DIRECTIONS:
Go through the material under this sentence. Return every line holding "they".

GIVEN INFORMATION:
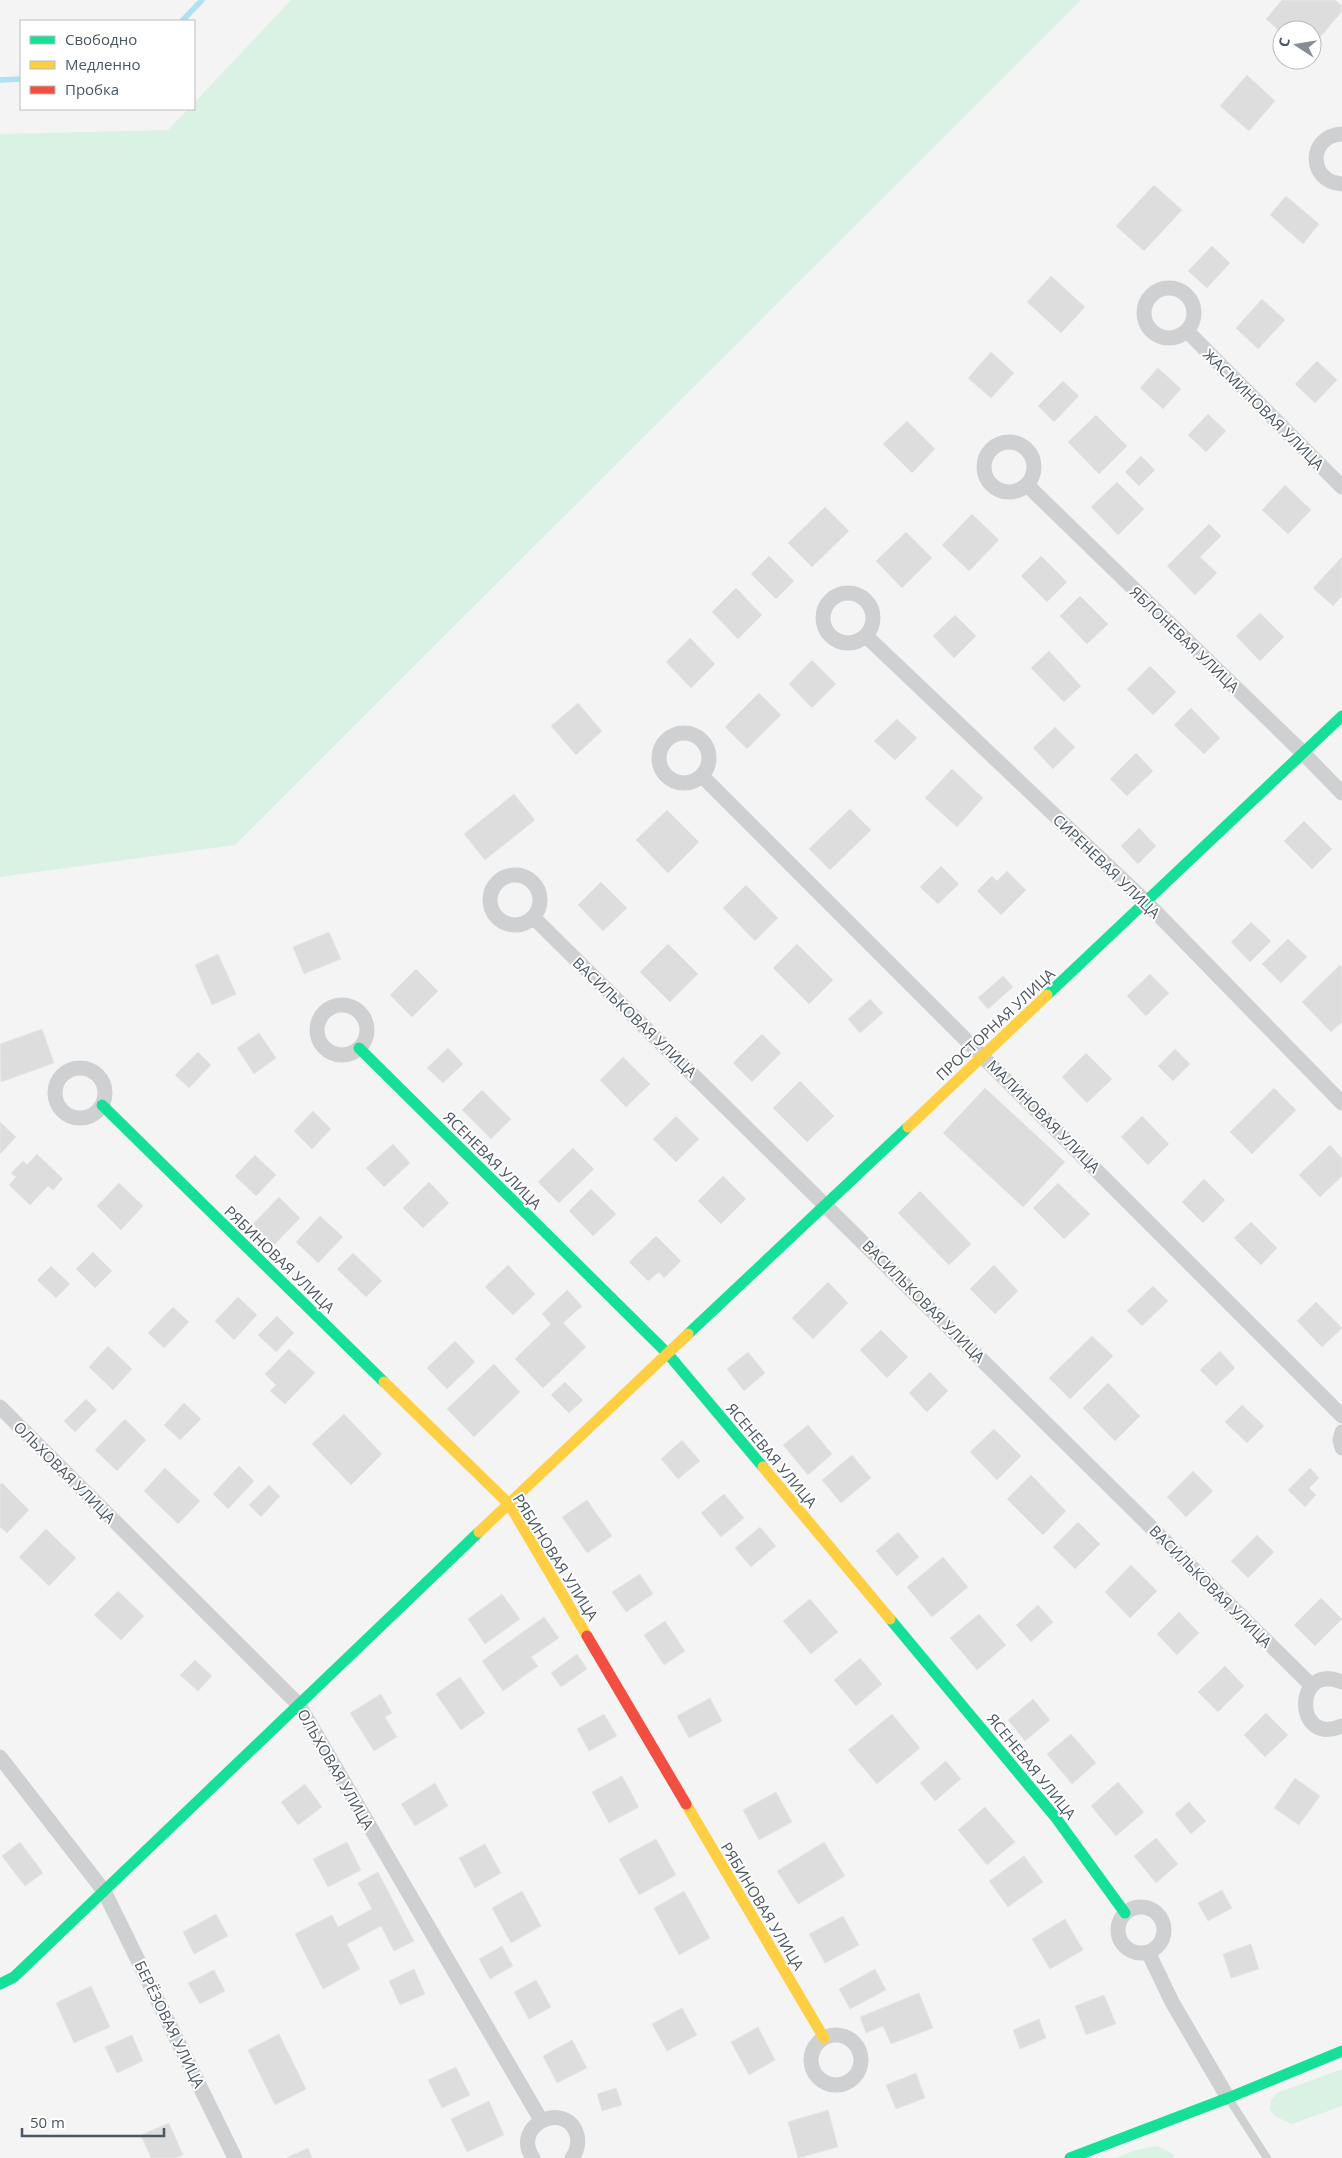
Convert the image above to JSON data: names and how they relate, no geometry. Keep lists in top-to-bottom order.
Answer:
{
  "streets": {
    "street": [
      "ЖАСМИНОВАЯ УЛИЦА",
      "ЯБЛОНЕВАЯ УЛИЦА",
      "СИРЕНЕВАЯ УЛИЦА",
      "ВАСИЛЬКОВАЯ УЛИЦА",
      "ПРОСТОРНАЯ УЛИЦА",
      "МАЛИНОВАЯ УЛИЦА",
      "ЯСЕНЕВАЯ УЛИЦА",
      "РЯБИНОВАЯ УЛИЦА",
      "ОЛЬХОВАЯ УЛИЦА",
      "БЕРЁЗОВАЯ УЛИЦА"
    ]
  },
  "crossings": [
    ["ЯБЛОНЕВАЯ УЛИЦА", "ПРОСТОРНАЯ УЛИЦА"],
    ["СИРЕНЕВАЯ УЛИЦА", "ПРОСТОРНАЯ УЛИЦА"],
    ["ВАСИЛЬКОВАЯ УЛИЦА", "ПРОСТОРНАЯ УЛИЦА"],
    ["ПРОСТОРНАЯ УЛИЦА", "МАЛИНОВАЯ УЛИЦА"],
    ["ПРОСТОРНАЯ УЛИЦА", "ЯСЕНЕВАЯ УЛИЦА"],
    ["ПРОСТОРНАЯ УЛИЦА", "РЯБИНОВАЯ УЛИЦА"],
    ["ПРОСТОРНАЯ УЛИЦА", "ОЛЬХОВАЯ УЛИЦА"],
    ["ПРОСТОРНАЯ УЛИЦА", "БЕРЁЗОВАЯ УЛИЦА"]
  ],
  "legend": ["Свободно", "Медленно", "Пробка"],
  "scale_bar": "50 m",
  "north": "left"
}
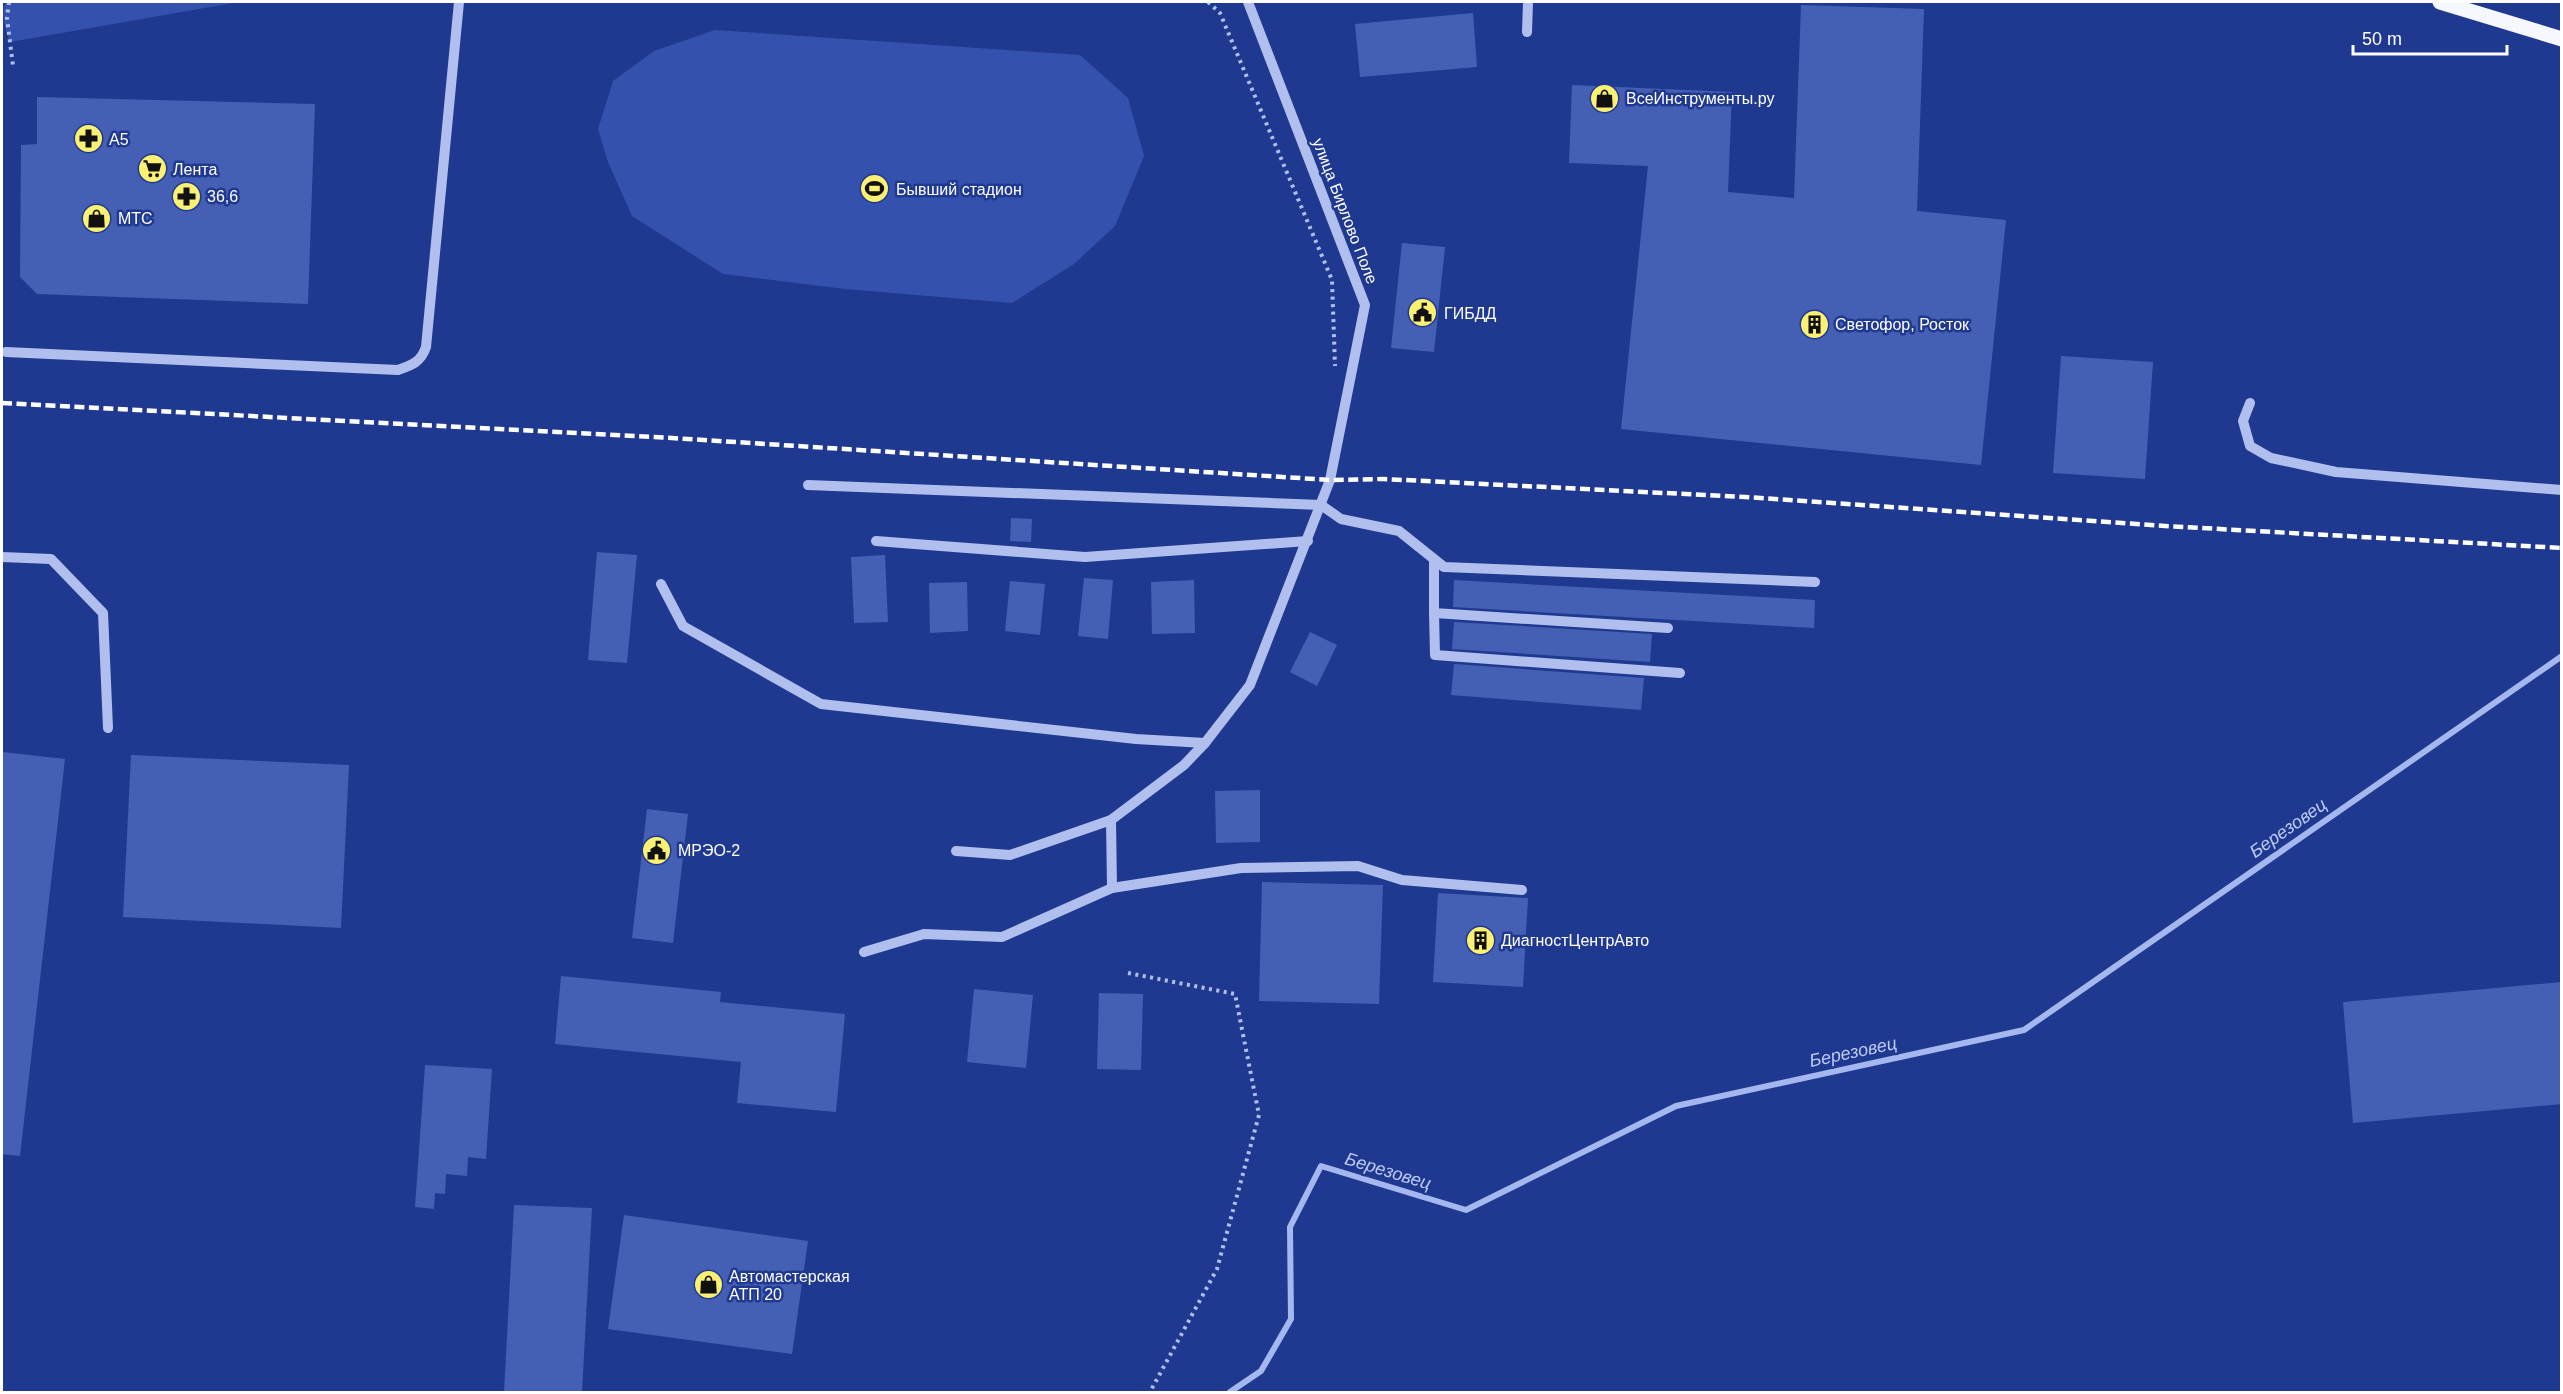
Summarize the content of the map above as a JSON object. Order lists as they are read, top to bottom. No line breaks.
{"streets":{"street":["улица Бирлово Поле"]},"water":["Березовец"],"places":{"shop":["ВсеИнструменты.ру","МТС","Автомастерская АТП 20"],"pharmacy":["А5","36,6"],"supermarket":["Лента"],"sports":["Бывший стадион"],"public building":["ГИБДД","МРЭО-2"],"building":["Светофор, Росток","ДиагностЦентрАвто"]},"scale_bar":"50 m"}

ANSWER SPACE:
Convert the image above to JSON data: names and how they relate, no geometry. Keep lists in top-to-bottom order.
Summarize the content of the map above as a JSON object. Order lists as they are read, top to bottom. No line breaks.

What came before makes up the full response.